Uniper SE, Engie SA, Royal Dutch Shell Plc, OMV AG and BASF SE’s Wintershall are European partners of Russian gas export monopoly Gazprom PJSC in the project to expand Nord Stream by 55 Bcm a year, which would double its capacity to almost 30% of current EU demand. The new pipeline potentially deprives Ukraine and other nations including Slovakia and Poland of transit fees.
“We have different opinions on the topic of Nord Stream,” Merkel told reporters in Berlin after meeting Poland’s Prime Minister Mateusz Morawiecki. “We also want that Ukraine continues to have transit gas traffic but we believe Nord Stream poses no danger to diversification and should be seen under economic aspects.”

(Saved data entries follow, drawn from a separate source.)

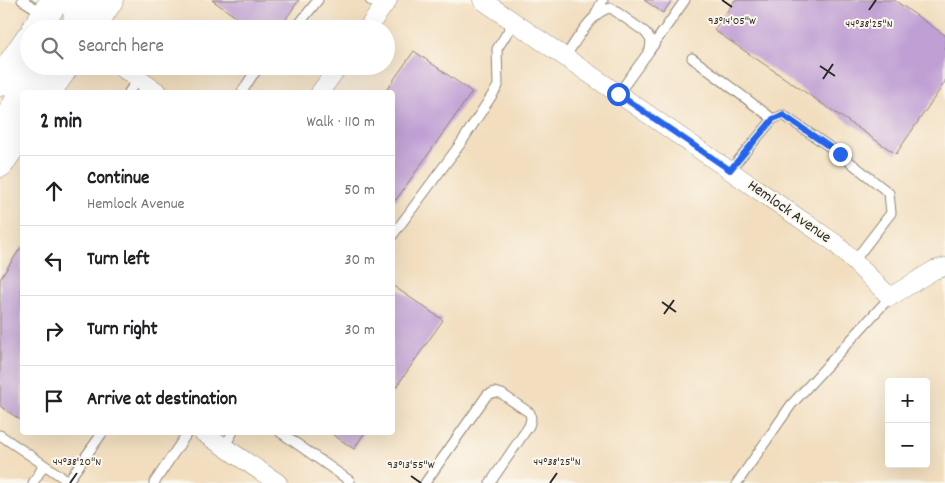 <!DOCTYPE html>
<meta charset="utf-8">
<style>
body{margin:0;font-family:Dekko,sans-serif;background:#f6f6f6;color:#202124}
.controls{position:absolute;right:15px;bottom:15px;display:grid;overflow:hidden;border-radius:5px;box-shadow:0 5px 20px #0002}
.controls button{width:45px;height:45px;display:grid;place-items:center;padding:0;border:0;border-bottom:1px solid #e0e0e0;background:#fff;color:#202124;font:25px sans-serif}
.stop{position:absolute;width:15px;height:15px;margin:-11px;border:4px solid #2563eb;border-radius:50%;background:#fff}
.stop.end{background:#2563eb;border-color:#fff;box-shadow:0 1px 5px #0008}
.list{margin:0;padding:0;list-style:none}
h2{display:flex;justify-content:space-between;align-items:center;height:65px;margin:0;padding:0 20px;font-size:21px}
h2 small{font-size:16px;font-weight:400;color:#757577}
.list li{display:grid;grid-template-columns:32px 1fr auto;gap:15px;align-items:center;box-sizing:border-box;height:70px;padding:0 20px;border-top:1px solid #e0e0e0}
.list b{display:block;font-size:19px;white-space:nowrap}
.list p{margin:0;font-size:16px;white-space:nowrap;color:#757577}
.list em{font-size:16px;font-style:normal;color:#757577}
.icon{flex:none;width:28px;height:28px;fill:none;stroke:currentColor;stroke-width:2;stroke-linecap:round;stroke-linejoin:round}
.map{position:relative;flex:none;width:945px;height:483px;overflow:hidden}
.search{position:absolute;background:#fff;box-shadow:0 5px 20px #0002;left:20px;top:20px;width:375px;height:55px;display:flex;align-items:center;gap:12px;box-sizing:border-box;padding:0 18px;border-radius:28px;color:#757577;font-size:19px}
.panel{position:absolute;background:#fff;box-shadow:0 5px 20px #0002;left:20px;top:90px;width:375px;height:345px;border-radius:5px}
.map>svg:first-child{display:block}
</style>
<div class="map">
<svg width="945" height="483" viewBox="0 0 945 483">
<rect width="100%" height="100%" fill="#fbf7ec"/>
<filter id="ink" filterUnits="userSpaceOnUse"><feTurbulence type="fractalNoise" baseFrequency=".02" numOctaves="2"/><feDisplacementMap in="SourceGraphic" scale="10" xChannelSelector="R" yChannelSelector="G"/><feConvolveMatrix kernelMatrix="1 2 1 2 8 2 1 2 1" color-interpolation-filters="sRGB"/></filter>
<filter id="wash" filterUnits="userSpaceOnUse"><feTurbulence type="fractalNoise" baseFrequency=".0096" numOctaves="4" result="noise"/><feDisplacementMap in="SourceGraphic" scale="20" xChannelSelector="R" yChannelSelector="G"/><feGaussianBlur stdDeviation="1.12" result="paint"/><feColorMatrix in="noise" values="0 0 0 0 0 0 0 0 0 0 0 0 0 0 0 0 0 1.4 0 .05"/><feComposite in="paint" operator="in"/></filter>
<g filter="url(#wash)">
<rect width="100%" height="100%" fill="#f2debf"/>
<g id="blocks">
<path fill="#c09fd4" d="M212 0H299L279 29H253Z
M644 0H672L663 13Z
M735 0H894L945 35V82L896 154 714 30Z
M414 51 472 92 396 200 392 198V92H385Z
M22 246V421L0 406V279Z
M392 285 443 320 392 393Z
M329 432H365L354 449Z"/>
</g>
</g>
<g filter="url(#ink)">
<use href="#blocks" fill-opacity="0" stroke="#8e8475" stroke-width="1"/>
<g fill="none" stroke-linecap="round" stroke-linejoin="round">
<defs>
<path id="service" d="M22 0 43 13
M370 0 382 8
M596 13 603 0
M295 29 318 0
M650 50 685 0
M565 57C575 43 593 9 611 8L645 32 651 40 650 50 618 94
M692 58 773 119
M129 92 138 79
M242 92 252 76 261 66
M730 170 773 119 783 115 840 154 889 193 891 213 854 261
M392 236 461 143 498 86 497 49 514 22
M280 432 350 481V483
M0 435 68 481 103 432
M224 447 233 432
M33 483 44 465
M154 483 188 432
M425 483 487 395 495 392 502 394 530 413 531 419 529 426 490 483
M737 483 791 405 890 297"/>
<path id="minor" d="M482 0 835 243 890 297 934 270 945 267
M367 29 388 0
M119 66 158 92
M320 92 339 66
M202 432 278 483"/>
<path id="primary" d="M36 29 55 0
M78 29 77 9 81 0
M90 29 109 0
M0 82 29 39
M25 92 39 66
M47 92 65 66
M0 133 22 96
M0 163 22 130"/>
</defs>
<use href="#service" stroke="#8e8475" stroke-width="11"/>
<use href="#minor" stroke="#8e8475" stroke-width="19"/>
<use href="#primary" stroke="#8e8475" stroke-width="29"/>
<use href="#service" stroke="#fff" stroke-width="9"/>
<use href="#minor" stroke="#fff" stroke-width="18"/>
<use href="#primary" stroke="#fff" stroke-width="28"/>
</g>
</g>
<g fill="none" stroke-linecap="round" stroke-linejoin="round" filter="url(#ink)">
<path stroke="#2563eb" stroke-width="6" d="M618 94 730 170 773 119 783 115 840 154"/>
</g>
<path fill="none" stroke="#2b2b2b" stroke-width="2" d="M722 0 732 7M869 10 876 0M820 66 835 76M823 79 833 64M662 302 676 312M664 314 674 300M411 476 421 483M70 483 77 473M550 483 557 473"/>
<g text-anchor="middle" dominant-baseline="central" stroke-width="4" stroke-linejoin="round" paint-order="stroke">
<g font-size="16" fill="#2b2b2b" stroke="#fbf7ec">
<text transform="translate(789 212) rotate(35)">Hemlock Avenue</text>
</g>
</g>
<g font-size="12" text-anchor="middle" fill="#2b2b2b" stroke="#fbf7ec" stroke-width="4" stroke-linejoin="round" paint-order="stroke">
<text x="732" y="24">93°14'05"W</text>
<text x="869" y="27">44°38'25"N</text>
<text x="77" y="465">44°38'20"N</text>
<text x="557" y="465">44°38'25"N</text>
<text x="411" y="468">93°13'55"W</text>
</g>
</svg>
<div class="controls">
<button>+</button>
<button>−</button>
</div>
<div class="stop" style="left:618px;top:94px"></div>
<div class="stop end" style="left:840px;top:154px"></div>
<div class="search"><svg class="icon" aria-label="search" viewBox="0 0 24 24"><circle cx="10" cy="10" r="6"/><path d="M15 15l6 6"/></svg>Search here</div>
<section class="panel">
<h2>2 min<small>Walk · 110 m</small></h2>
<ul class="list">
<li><svg class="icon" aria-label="ahead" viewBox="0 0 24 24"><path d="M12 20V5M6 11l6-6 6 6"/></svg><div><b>Continue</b><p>Hemlock Avenue</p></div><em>50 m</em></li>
<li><svg class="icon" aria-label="left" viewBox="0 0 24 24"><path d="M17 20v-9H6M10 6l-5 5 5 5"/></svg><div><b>Turn left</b></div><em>30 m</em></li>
<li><svg class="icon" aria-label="right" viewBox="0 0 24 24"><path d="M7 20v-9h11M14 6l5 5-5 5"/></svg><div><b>Turn right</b></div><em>30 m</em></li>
<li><svg class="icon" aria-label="arrive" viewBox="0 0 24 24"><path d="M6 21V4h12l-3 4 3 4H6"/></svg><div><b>Arrive at destination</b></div></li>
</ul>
</section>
</div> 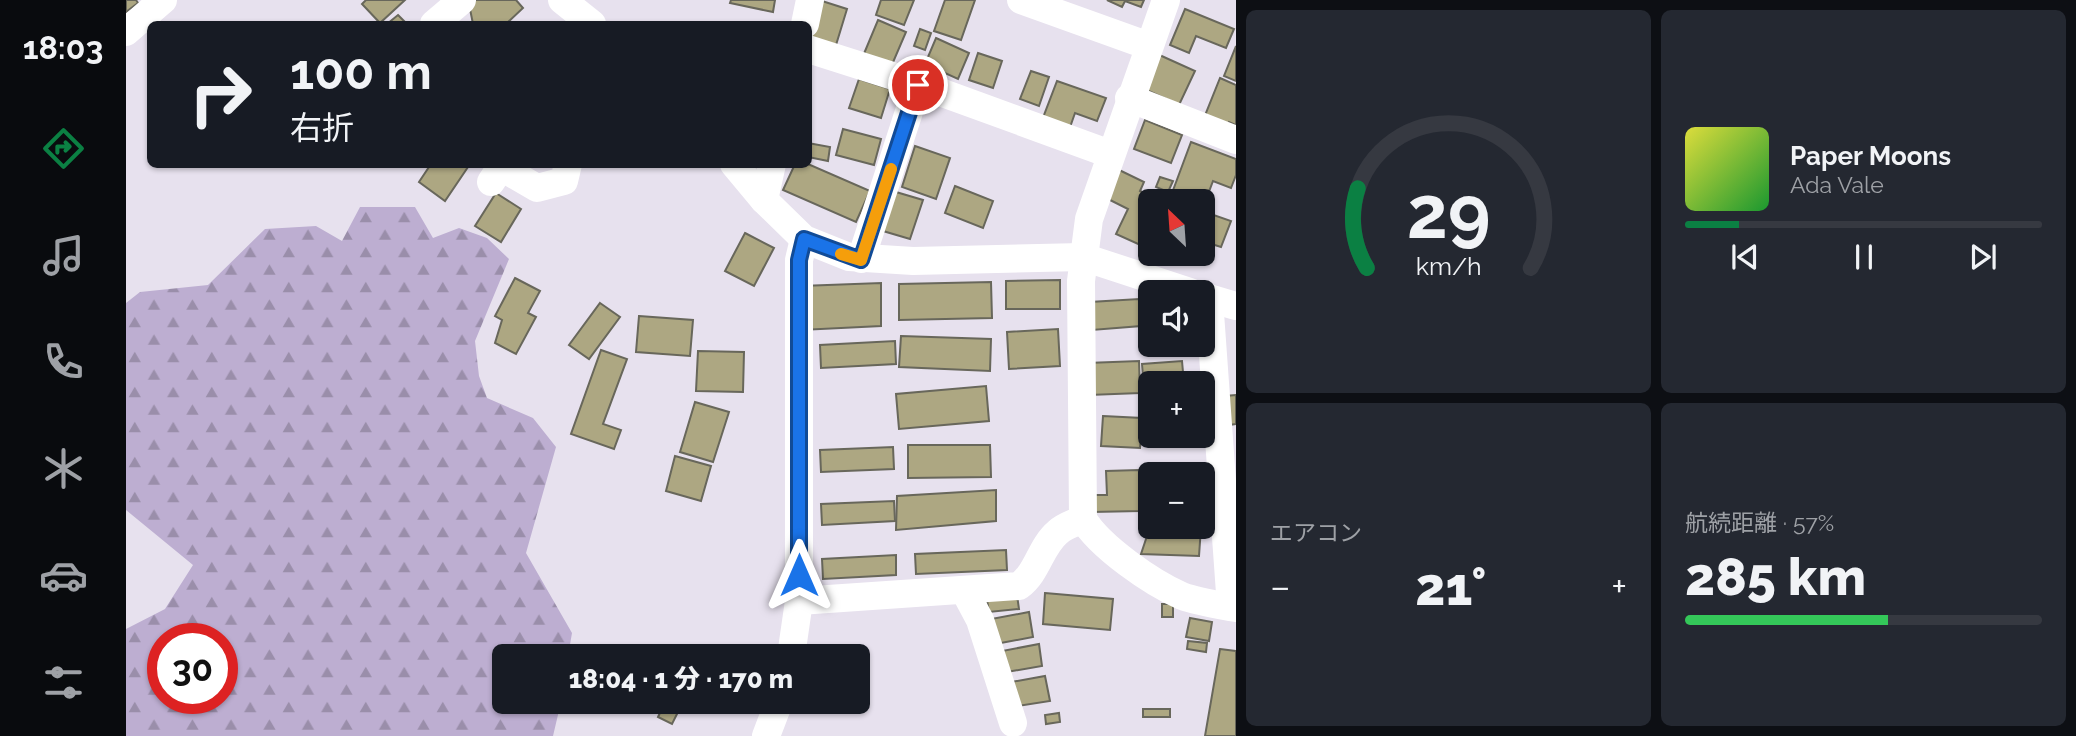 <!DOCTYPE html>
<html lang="ja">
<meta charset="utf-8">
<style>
:root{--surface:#171b24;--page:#242831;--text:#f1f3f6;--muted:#9ea1a6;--line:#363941;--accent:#0b8043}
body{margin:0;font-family:Raleway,"Noto Sans JP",sans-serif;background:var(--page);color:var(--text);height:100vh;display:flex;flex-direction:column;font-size:26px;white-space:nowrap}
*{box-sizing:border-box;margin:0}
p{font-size:23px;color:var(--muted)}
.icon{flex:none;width:38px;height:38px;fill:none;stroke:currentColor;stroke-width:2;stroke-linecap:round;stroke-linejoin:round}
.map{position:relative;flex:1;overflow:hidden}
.panel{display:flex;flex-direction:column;gap:10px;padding:10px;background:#0d0f14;width:840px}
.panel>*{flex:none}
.banner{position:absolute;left:21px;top:21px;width:665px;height:147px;border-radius:10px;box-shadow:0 2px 5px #0004;background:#171b24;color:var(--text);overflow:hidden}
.needle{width:46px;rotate:335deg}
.fabs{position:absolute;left:1012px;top:189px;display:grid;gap:14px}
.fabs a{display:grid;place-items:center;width:77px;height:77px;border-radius:10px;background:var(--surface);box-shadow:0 2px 5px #0004;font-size:35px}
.speed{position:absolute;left:21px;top:623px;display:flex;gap:14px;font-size:35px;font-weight:700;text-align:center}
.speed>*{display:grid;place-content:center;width:91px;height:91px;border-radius:50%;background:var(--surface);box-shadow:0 2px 5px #0004;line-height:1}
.speed .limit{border:10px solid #d22;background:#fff;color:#111}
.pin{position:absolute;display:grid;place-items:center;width:60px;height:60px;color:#fff;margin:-30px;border:4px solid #fff;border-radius:50%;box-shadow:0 2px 7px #0007}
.me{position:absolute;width:77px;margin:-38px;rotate:0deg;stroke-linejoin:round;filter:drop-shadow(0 0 5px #0008)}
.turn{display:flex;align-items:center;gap:24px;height:147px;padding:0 28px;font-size:32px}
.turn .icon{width:91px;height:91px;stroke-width:2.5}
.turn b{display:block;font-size:49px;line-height:60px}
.big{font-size:52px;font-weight:800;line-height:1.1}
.panel .tile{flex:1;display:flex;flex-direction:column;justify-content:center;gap:10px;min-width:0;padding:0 24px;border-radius:10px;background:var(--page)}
.panel .dial{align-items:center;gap:0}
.dial svg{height:182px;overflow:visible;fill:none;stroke:var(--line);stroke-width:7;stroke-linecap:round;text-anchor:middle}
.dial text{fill:var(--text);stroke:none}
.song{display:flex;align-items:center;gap:21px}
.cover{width:84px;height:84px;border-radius:10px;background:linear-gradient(135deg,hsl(60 70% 55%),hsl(130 70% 35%))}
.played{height:7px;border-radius:4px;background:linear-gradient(90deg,var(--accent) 15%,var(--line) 15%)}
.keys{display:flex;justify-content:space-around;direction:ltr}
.heat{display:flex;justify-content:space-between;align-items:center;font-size:38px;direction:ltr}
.charge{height:10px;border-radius:5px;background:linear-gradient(90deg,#34c759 57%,var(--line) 0)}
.panel .tiles{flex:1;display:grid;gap:10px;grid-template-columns:repeat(2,1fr)}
.trip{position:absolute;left:366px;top:644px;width:378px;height:70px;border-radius:10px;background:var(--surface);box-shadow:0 2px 5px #0004;font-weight:800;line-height:70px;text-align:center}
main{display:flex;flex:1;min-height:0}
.tabs{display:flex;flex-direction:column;width:126px;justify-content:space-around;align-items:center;background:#090b0e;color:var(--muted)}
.tabs .icon{width:49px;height:49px}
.tabs .active{color:var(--accent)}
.tabs b{font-size:32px;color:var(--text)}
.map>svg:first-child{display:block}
.forest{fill:url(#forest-firs);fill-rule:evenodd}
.building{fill:#ada782;stroke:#68675b;stroke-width:2}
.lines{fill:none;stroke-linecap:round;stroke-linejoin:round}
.minor{stroke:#fff;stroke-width:28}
.route-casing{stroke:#114b97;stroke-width:18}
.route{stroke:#1a73e8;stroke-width:12}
.slow{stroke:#f59e0b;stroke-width:12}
</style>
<main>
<nav class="tabs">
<b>18:03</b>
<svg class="icon active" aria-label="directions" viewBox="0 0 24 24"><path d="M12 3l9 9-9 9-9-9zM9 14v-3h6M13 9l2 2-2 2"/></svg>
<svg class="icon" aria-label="music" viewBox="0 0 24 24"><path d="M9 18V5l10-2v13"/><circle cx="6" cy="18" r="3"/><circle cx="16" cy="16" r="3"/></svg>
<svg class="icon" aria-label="phone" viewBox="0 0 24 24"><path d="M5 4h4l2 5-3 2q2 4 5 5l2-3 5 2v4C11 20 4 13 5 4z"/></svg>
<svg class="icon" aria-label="climate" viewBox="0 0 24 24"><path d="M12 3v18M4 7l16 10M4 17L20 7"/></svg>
<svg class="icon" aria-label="car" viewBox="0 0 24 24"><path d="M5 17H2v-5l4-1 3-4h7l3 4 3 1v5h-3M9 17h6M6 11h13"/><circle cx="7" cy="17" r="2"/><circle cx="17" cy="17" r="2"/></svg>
<svg class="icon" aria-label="filters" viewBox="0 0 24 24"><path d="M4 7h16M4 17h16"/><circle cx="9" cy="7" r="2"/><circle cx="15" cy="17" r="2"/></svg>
</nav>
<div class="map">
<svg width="1110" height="736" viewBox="0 0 1110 736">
<defs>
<pattern id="forest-firs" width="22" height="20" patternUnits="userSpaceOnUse" patternTransform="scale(1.75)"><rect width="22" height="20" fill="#bdaed1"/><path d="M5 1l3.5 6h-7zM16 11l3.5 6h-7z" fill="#9a8eaa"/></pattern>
</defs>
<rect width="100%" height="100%" fill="#e7e1ee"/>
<path class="forest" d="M234,207H289L307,238L333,228L361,238L383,259L349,341L353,376L361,398L407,418L430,447L400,553L446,633L442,656H378V702H435L427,736H0V629L39,609L67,565L0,510V303L14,292L82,285L139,229L190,226L216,241ZM37,639H96V698H37Z"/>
<g class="building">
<polygon points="0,0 10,0 12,3 0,12"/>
<polygon points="240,0 279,0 254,23 236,4"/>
<polygon points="347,0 390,0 397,8 380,24 347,24 343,4"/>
<polygon points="605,0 649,0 647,12 604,3"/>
<polygon points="693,0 721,9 710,45 682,37"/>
<polygon points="755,0 788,0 778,25 750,15"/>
<polygon points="819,0 849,0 835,40 808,31"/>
<polygon points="981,0 1018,0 1015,7 999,1 996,7"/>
<polygon points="1059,9 1108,29 1100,48 1070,36 1063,53 1044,45"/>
<polygon points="272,15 281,24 261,24"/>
<polygon points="752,20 780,32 765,67 737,56"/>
<polygon points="794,29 805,33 799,50 788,46"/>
<polygon points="810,38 843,53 832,79 799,64"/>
<polygon points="1110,46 1110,81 1098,76"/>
<polygon points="852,53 876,61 867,88 843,80"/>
<polygon points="1029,53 1069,71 1053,105 1014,87"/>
<polygon points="905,71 923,77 913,106 894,99"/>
<polygon points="1094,78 1110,85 1110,125 1103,122 1101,126 1078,118"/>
<polygon points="733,79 764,89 755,118 723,108"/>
<polygon points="931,81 980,98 971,121 949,113 942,133 915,123"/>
<polygon points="1019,120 1056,135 1045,163 1008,149"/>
<polygon points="717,129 755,139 748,165 710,155"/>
<polygon points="1065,142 1110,159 1110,175 1105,188 1087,181 1078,205 1076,201 1046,193"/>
<polygon points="682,143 704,147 702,161 682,157"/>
<polygon points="789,146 824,158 810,199 776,187"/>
<polygon points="305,164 344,164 319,201 293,182"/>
<polygon points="669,164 682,164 744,191 730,222 657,190"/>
<polygon points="987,167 1018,182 1014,191 1036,201 1024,201 1021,248 990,234 1002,209 974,195"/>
<polygon points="1034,177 1047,181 1042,192 1030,187"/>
<polygon points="829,186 867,201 857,228 819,213"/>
<polygon points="770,192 797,200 784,239 757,231"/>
<polygon points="370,193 395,209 375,242 349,226"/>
<polygon points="1076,211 1105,221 1095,247 1076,241"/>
<polygon points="619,233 648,248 628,286 599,271"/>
<polygon points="389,278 414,291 402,313 410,317 390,354 369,343 376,320 369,316"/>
<polygon points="934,280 934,309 880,309 880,281"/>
<polygon points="865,282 866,318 773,320 773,284"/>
<polygon points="755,283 755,326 675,330 675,286"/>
<polygon points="1013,299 1015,326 966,330 964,302"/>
<polygon points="474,303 494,317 463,359 443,345"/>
<polygon points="513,316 567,320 564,356 510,352"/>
<polygon points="1018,319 1024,319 1024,345 1054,345 1054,349 1022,353"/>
<polygon points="932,329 934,366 883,369 881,332"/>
<polygon points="775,336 865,339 864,371 773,367"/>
<polygon points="769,341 770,364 695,368 694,345"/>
<polygon points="475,350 501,359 477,424 495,430 488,449 445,434"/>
<polygon points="572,351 618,352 617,392 570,391"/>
<polygon points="1013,361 1014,393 963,395 961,363"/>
<polygon points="1056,361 1058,383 1024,383 1024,389 1018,389 1016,364"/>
<polygon points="860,386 863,421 773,429 770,394"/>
<polygon points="1110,395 1110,424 1103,425 1099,396"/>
<polygon points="569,402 603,412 587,462 554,452"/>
<polygon points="977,416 1016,418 1014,448 975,446"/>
<polygon points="1024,436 1064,436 1064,444 1025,446"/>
<polygon points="782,445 864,445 865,477 782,478"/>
<polygon points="767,447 768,469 695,472 694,450"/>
<polygon points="549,456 585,466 575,501 540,491"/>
<polygon points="1013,470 1014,511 966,512 966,495 981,495 980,471"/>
<polygon points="1019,476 1024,476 1024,503 1020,503"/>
<polygon points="870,490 870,521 770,530 771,496"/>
<polygon points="768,501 769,521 696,525 695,504"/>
<polygon points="1024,527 1075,527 1073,556 1015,554"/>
<polygon points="880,550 881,570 790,574 789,554"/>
<polygon points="770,555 770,575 697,579 696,559"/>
<polygon points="919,593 987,599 984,630 917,624"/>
<polygon points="891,595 893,609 863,612 861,600"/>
<rect x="1036" y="604" width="11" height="13"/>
<polygon points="903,612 907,637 864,645 860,620"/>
<polygon points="1064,618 1086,622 1083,641 1060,637"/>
<polygon points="1062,641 1081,643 1080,652 1061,649"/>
<polygon points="913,644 916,666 875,673 871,652"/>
<polygon points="1094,649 1110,651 1110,736 1079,736"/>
<polygon points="919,676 924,701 885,707 880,683"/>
<polygon points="539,702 557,702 546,724 532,717"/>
<rect x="1017" y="709" width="27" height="8"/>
<polygon points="933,713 934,722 920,724 919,715"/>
</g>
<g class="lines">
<g class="minor">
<polyline points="436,0 466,24"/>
<polyline points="895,0 1023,46"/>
<path d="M1040,0L963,219L955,281L957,519C974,547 1026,583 1056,596C1072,602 1093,605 1110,608"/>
<polyline points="308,24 336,0"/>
<polyline points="679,24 684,0"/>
<polyline points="0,32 37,0"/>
<polyline points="682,49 792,84"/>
<polyline points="1003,98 1110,140"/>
<polyline points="608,164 638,200 678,239 723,257 787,261 957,257 1064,292"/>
<polyline points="365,182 375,167 411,188 438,181 442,164"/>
<polyline points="638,200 646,164"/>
<polyline points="735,259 792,84 984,154"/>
<polyline points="1076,296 1110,306"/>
<polyline points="1083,299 1105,607"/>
<polyline points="838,590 854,620 887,723"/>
<path d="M673,601L893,586C912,572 914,547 932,532C938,526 949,523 957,519"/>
<polyline points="665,656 673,601 673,260 678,239"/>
<polyline points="640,736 653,702"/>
</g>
</g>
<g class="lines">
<defs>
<polyline id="route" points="673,575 673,260 678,239 735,260 792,85"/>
</defs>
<use href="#route" class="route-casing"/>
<use href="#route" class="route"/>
<polyline class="slow" points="715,254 735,260 765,169"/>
</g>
</svg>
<div class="fabs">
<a><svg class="needle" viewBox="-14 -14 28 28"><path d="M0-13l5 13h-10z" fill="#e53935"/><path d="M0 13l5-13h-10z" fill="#9ea1a6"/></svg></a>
<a><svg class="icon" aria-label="sound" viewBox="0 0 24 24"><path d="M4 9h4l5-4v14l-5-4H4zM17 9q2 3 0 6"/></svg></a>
<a>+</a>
<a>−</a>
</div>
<div class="speed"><div class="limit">30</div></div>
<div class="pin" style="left:792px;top:85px;background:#d93025"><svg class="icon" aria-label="arrive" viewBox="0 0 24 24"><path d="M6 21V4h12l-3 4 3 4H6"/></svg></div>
<svg class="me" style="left:673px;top:575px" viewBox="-20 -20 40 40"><path d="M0-17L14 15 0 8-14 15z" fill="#1a73e8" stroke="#fff" stroke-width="4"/></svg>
<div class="trip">18:04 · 1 分 · 170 m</div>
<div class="banner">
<div class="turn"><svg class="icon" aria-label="right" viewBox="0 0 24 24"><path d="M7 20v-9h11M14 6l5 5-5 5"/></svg><div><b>100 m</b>右折</div></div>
</div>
</div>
<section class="panel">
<div class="tiles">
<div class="tile dial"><svg viewBox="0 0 100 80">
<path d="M14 69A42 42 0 1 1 86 69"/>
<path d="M14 69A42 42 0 0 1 10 34" stroke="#0b8043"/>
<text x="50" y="56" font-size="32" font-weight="700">29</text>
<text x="50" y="72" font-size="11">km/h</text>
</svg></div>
<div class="tile">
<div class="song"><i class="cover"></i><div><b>Paper Moons</b><p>Ada Vale</p></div></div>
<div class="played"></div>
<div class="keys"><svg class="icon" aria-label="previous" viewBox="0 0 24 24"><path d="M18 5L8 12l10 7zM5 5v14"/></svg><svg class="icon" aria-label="pause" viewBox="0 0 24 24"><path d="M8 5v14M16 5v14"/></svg><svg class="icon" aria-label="next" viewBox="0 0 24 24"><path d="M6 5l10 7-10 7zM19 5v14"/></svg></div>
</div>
<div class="tile"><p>エアコン</p>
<div class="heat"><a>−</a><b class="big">21°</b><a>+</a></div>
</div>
<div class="tile"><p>航続距離 · 57%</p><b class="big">285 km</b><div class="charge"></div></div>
</div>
</section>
</main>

While Nord Stream 2 argues a new pipeline is needed to ensure safe supplies in the coming decades as EU import needs rise, opponents of the project say it hurts the bloc’s cohesion and weakens the bloc’s Energy Union strategy aimed at integrating the region’s gas and power markets, diversifying energy supplies and improving security.
The new German government is considering the nation’s first liquefied natural gas import terminal as part of efforts to boost diversification, following similar projects this decade by Lithuania and Poland.
“Poland has built an LNG terminal that was supported by the EU and a pipeline to Scandinavia is in planning and so we’re getting toward diversification,” Merkel said.
Russia supplies a third of Europe’s gas and has no plans to give up its share to the expanding list of competitors from Norway to the U.S. The region’s biggest supplier last year took an all-time high market share of 34.7%, which may increase further to as much as 41% by 2035.
“I do not agree with the approach that Nord Stream 2 means diversification because the gas comes from the same source, just through a different route,” Morawiecki said. “We’re pointing to the risks linked to cutting Ukraine off from transit.”
Morawiecki also said he highlighted in the talks with Merkel the necessity to amend the EU gas law and make Nord Stream 2 follow European Union energy-market liberalization rules.
Gazprom has argued that Nord Stream 2, which would deliver gas to Germany through the Baltic Sea, would only need approvals from the governments of those member states whose waters the pipeline would cross.
“Naturally on the matter whether this is an economic project, it must be assessed on the basis of the EU’s third energy package and we must consider a political component and of course that Ukraine can’t be fully cut off from transit traffic,” Merkel said.